Collected data
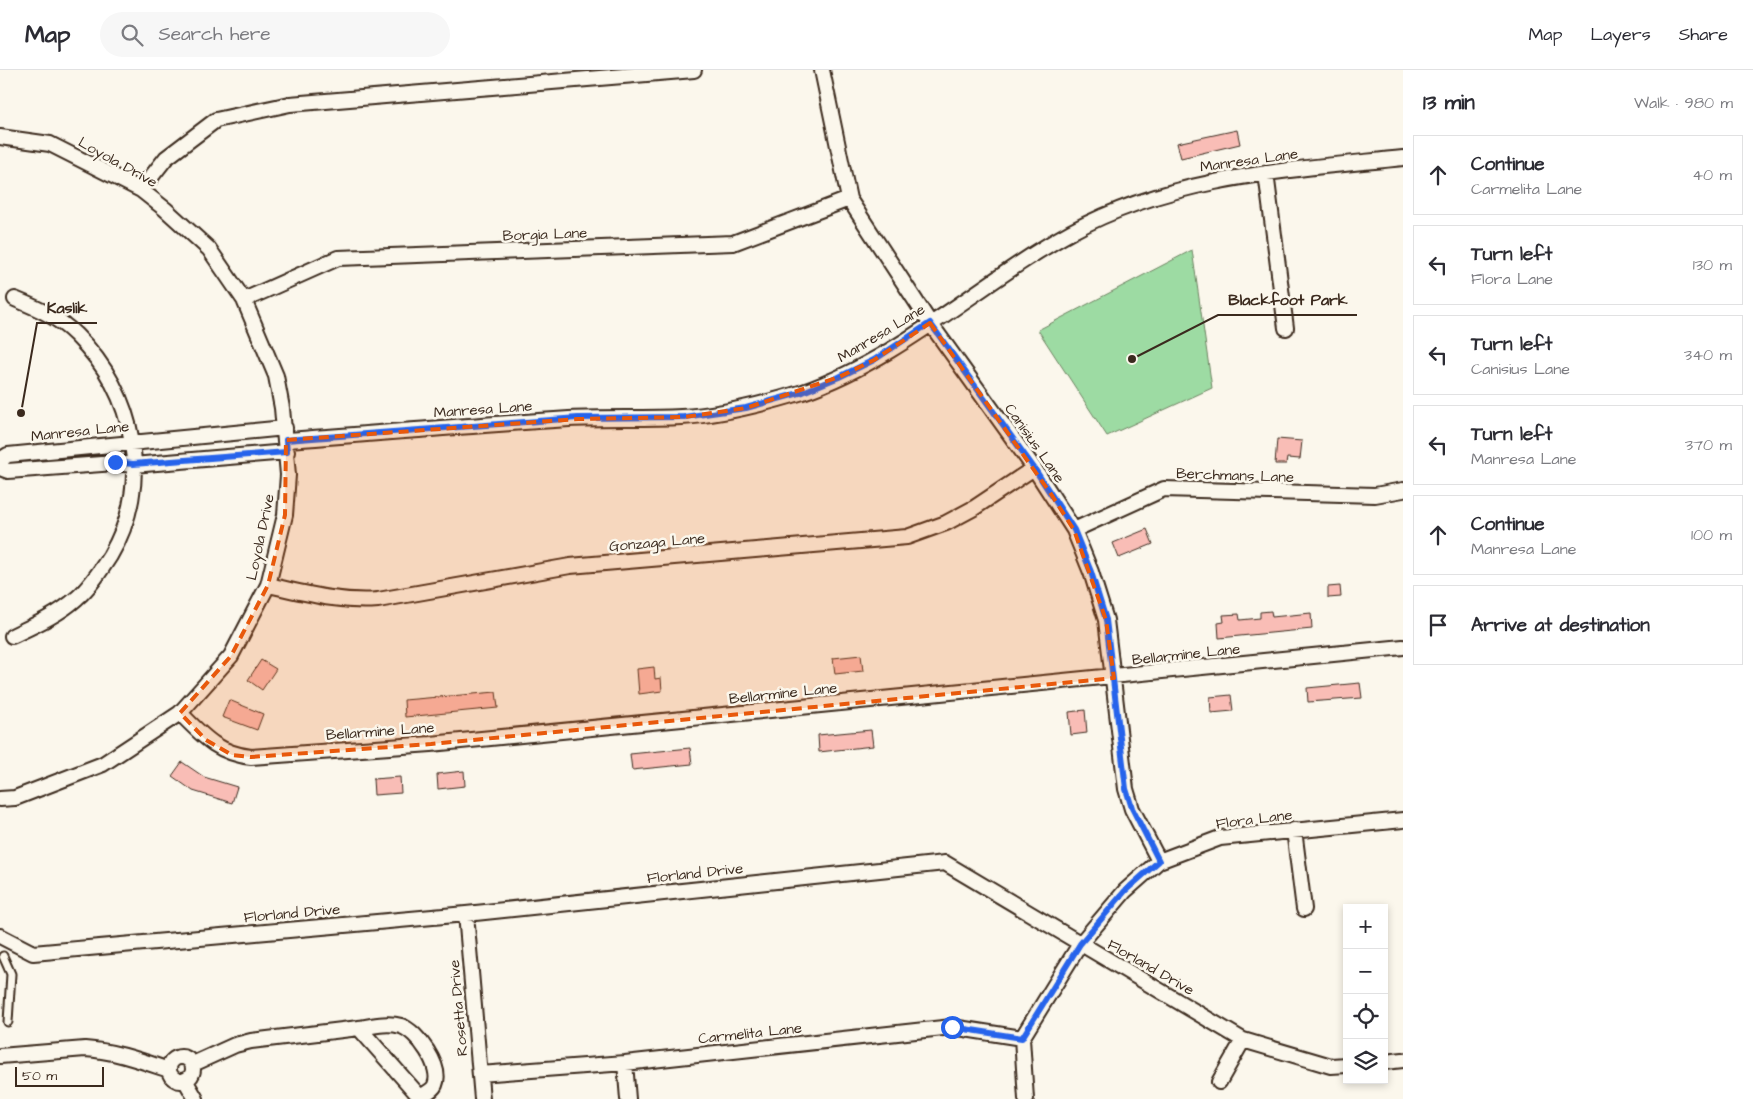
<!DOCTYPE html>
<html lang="en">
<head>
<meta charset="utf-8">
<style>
  :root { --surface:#fff; --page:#f7f7f7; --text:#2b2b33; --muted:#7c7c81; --line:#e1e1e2 }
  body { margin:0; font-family:"Architects Daughter",sans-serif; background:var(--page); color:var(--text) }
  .controls { position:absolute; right:15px; bottom:15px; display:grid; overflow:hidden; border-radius:0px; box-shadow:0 2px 8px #0003 }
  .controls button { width:45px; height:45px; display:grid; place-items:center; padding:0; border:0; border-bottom:1px solid var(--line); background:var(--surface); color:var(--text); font:25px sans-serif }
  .scale { position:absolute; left:15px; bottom:12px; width:89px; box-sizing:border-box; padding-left:5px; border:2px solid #3b2a1e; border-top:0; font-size:14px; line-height:18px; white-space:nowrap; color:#3b2a1e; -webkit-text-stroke:4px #fbf7ec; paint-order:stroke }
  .stop { position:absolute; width:15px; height:15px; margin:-11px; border:4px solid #2563eb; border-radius:50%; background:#fff }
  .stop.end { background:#2563eb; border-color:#fff; box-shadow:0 1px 5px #0008 }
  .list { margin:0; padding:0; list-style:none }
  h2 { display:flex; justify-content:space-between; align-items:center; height:65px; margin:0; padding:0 20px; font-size:21px }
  h2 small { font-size:16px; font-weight:400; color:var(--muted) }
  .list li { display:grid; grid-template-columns:32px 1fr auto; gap:15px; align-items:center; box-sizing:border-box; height:80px; margin:0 10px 10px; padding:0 10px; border:1px solid var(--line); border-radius:0px }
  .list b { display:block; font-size:19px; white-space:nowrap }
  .list p { margin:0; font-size:16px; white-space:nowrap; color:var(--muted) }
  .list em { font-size:16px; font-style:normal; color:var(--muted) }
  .icon { flex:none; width:28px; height:28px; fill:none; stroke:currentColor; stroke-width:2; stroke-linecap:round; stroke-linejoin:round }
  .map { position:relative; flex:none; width:1403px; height:1029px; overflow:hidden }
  header { display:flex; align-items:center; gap:30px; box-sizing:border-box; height:70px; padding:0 25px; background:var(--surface); border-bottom:1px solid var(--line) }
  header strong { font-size:24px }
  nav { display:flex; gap:28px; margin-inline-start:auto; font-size:18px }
  .search { width:350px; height:45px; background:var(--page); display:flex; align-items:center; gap:12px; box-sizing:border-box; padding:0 18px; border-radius:28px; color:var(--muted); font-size:19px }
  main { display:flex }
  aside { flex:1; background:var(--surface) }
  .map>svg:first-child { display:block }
</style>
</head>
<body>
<header>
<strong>Map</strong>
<div class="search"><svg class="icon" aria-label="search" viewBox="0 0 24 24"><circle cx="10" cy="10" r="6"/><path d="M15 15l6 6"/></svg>Search here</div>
<nav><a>Map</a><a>Layers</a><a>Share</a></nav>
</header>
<main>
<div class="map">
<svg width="1403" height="1029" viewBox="0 0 1403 1029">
  <rect width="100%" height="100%" fill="#fbf7ec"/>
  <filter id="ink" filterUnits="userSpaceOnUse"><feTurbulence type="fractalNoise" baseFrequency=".02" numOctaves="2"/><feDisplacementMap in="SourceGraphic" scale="10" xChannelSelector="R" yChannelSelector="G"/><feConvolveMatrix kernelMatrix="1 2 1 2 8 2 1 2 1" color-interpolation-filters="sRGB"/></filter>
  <g filter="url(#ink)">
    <path fill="#9ddba3" stroke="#6c8260" d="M1192 180 1212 318 1107 366 1038 260Z"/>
    <path fill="#f9bdb6" stroke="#3b2a1e" d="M1237 60 1240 74 1181 88 1177 73Z
      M1277 369 1302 371 1300 389 1287 388 1286 394H1275Z
      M1147 459 1153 474 1119 488 1113 473Z
      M1340 516 1341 527 1328 528V517Z
      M1271 541 1272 547 1311 543 1312 559 1219 568 1218 553 1224 552 1223 545 1239 544 1240 550 1260 548V542Z
      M861 585 863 601 835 604 833 588Z
      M261 590 276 599 262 620 248 610Z
      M654 597 655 609 661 608 662 621 639 624 637 599Z
      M1360 613 1362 628 1308 632 1307 618Z
      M496 622 498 638 405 647 404 630Z
      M1231 625 1233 641 1211 643 1210 627Z
      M229 630 263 644 257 660 222 647Z
      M1085 640 1087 663 1071 665 1069 642Z
      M871 660 873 676 819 682 818 665Z
      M690 678 692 694 632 700 630 684Z
      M182 692 204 707 237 717 232 733 193 721 172 706Z
      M464 701 465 716 438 719 437 704Z
      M400 707 401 723 374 725 373 709Z"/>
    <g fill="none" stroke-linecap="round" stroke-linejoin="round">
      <defs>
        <path id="service" d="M3 886 11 904 8 952"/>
        <path id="minor" d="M822 0 849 129 930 253 1034 398 1074 460 1091 502 1106 550 1126 719 1132 739 1159 791
          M0 67 50 74 141 120 165 139 209 179 244 230 276 306 282 338 288 405 285 445 268 515 231 586 180 643 103 694 15 728 0 729
          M1266 103 1286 258
          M141 120 166 88 216 50 290 34 694 0
          M244 230 338 188 733 173 849 129
          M286 370C381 363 475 355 569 349 607 347 644 349 681 347 722 345 764 334 803 322 902 288 980 212 1071 162 1173 106 1290 100 1403 88
          M0 390 8 385 285 358
          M0 398 8 401 115 393 133 395 287 382
          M1074 460 1164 419 1375 425 1403 420
          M268 515C305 523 340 533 378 530L570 496 907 467 946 453 974 438 1034 398
          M12 566C35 555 58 545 77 528 90 517 101 500 110 486 153 413 136 324 76 265 58 247 37 238 15 229
          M180 643C203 666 217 683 251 687L431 674 1403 577
          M1294 760 1304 839
          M466 844 482 1029
          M0 866 33 883 466 844 945 793 1243 970 1331 996 1347 995
          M0 986 85 979C115 981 142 991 169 1000
          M169 999a12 12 0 1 1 24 0a12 12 0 1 1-24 0Z
          M1384 992 1403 990
          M625 993 628 1029
          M193 994 235 975 251 971 359 958 420 1027C425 1024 433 1020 435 1015 443 997 417 961 401 956 387 952 372 956 359 958
          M480 1004 625 993 952 957 1022 968
          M185 1010 196 1029
          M1219 1012 1243 970
          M1026 1029 1022 968 1080 874 1125 821 1159 791 1220 768 1403 750"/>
      </defs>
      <use href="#service" stroke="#3b2a1e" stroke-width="11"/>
      <use href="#minor" stroke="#3b2a1e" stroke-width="18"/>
      <use href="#service" stroke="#fbf7ec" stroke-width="7"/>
      <use href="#minor" stroke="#fbf7ec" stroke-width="14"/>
    </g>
  </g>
  <g fill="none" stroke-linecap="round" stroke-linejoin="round" filter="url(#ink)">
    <path stroke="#2563eb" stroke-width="6" d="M115 392 133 394 287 382 286 370 578 348 684 347 746 338 803 322 839 307 874 290 930 253 1034 398 1074 460 1091 502 1106 550 1126 719 1132 738 1159 791 1125 821 1080 874 1022 968 952 957"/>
  </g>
  <path fill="#e8590c" fill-opacity="0.2" stroke="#e8590c" stroke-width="4" stroke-dasharray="10 6" stroke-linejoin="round" d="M930 253 1051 424 1074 460 1106 550 1114 608 431 674 251 687 232 685 206 670 180 643 231 586 268 515 285 445 286 370 578 349 685 347 746 338 839 307 874 290Z"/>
  <g text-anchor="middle" stroke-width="5" stroke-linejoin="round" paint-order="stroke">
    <g font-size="15" fill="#3b2a1e" stroke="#fbf7ec">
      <text transform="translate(1249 90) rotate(-8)" y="5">Manresa Lane</text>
      <text transform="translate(118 92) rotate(29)" y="5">Loyola Drive</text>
      <text transform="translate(545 164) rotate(-2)" y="5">Borgia Lane</text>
      <text transform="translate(881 263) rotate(-31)" y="5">Manresa Lane</text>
      <text transform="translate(483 339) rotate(-4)" y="5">Manresa Lane</text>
      <text transform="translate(80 361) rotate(-6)" y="5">Manresa Lane</text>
      <text transform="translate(1035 373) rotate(55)" y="5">Canisius Lane</text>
      <text transform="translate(1235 405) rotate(2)" y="5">Berchmans Lane</text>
      <text transform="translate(260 467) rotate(-78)" y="5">Loyola Drive</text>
      <text transform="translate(657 472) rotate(-5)" y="5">Gonzaga Lane</text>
      <text transform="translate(1186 584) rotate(-6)" y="5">Bellarmine Lane</text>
      <text transform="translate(783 623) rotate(-6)" y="5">Bellarmine Lane</text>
      <text transform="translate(380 661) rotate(-4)" y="5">Bellarmine Lane</text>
      <text transform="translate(1254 749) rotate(-7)" y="5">Flora Lane</text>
      <text transform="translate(695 803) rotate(-6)" y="5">Florland Drive</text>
      <text transform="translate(292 843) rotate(-5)" y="5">Florland Drive</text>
      <text transform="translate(1151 897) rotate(30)" y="5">Florland Drive</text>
      <text transform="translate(458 938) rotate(-95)" y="5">Rosetta Drive</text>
      <text transform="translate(750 963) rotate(-6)" y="5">Carmelita Lane</text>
    </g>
  </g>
  <path fill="none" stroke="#3b2a1e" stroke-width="2" d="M1132 289L1218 245H1357M21 343L37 253H97"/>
  <g fill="#3b2a1e" stroke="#fbf7ec" stroke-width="2">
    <circle cx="1132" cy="289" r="5"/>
    <circle cx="21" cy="343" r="5"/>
  </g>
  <g font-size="16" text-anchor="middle" font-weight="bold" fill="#3b2a1e" stroke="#fbf7ec" stroke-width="5" stroke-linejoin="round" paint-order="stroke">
    <text x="1288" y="235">Blackfoot Park</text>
    <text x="67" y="243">Kaslik</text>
  </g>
</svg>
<div class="controls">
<button>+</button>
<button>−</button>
<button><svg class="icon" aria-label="locate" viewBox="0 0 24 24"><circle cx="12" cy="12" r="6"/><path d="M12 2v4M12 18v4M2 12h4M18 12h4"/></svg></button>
<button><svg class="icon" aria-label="layers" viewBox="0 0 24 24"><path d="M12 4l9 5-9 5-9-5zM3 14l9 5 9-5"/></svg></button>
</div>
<div class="scale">50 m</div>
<div class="stop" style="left:952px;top:957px"></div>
<div class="stop end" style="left:115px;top:392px"></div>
</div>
<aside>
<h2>13 min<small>Walk · 980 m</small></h2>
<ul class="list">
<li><svg class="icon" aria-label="ahead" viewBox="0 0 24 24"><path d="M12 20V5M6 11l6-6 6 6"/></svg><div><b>Continue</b><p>Carmelita Lane</p></div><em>40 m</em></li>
<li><svg class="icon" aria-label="left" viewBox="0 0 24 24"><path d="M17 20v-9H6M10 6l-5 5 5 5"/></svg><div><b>Turn left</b><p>Flora Lane</p></div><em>130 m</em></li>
<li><svg class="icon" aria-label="left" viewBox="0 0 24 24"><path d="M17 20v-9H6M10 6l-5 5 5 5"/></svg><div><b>Turn left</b><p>Canisius Lane</p></div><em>340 m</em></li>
<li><svg class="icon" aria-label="left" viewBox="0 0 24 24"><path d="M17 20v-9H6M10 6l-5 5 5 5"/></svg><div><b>Turn left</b><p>Manresa Lane</p></div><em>370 m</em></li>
<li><svg class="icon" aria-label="ahead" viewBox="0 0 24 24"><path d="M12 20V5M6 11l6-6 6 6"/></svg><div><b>Continue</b><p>Manresa Lane</p></div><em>100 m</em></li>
<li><svg class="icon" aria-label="arrive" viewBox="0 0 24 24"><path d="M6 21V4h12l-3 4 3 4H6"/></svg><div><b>Arrive at destination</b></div></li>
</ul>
</aside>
</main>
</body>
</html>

__EXERCISE GOAL__
Provide an exact copy of only the lines from the beginning of the entries through the line containing "width:45px; height:45px; display:grid;", both ends included, with no pictures.

__ANSWER FOR THIS EXERCISE__
<!DOCTYPE html>
<html lang="en">
<head>
<meta charset="utf-8">
<style>
  :root { --surface:#fff; --page:#f7f7f7; --text:#2b2b33; --muted:#7c7c81; --line:#e1e1e2 }
  body { margin:0; font-family:"Architects Daughter",sans-serif; background:var(--page); color:var(--text) }
  .controls { position:absolute; right:15px; bottom:15px; display:grid; overflow:hidden; border-radius:0px; box-shadow:0 2px 8px #0003 }
  .controls button { width:45px; height:45px; display:grid; place-items:center; padding:0; border:0; border-bottom:1px solid var(--line); background:var(--surface); color:var(--text); font:25px sans-serif }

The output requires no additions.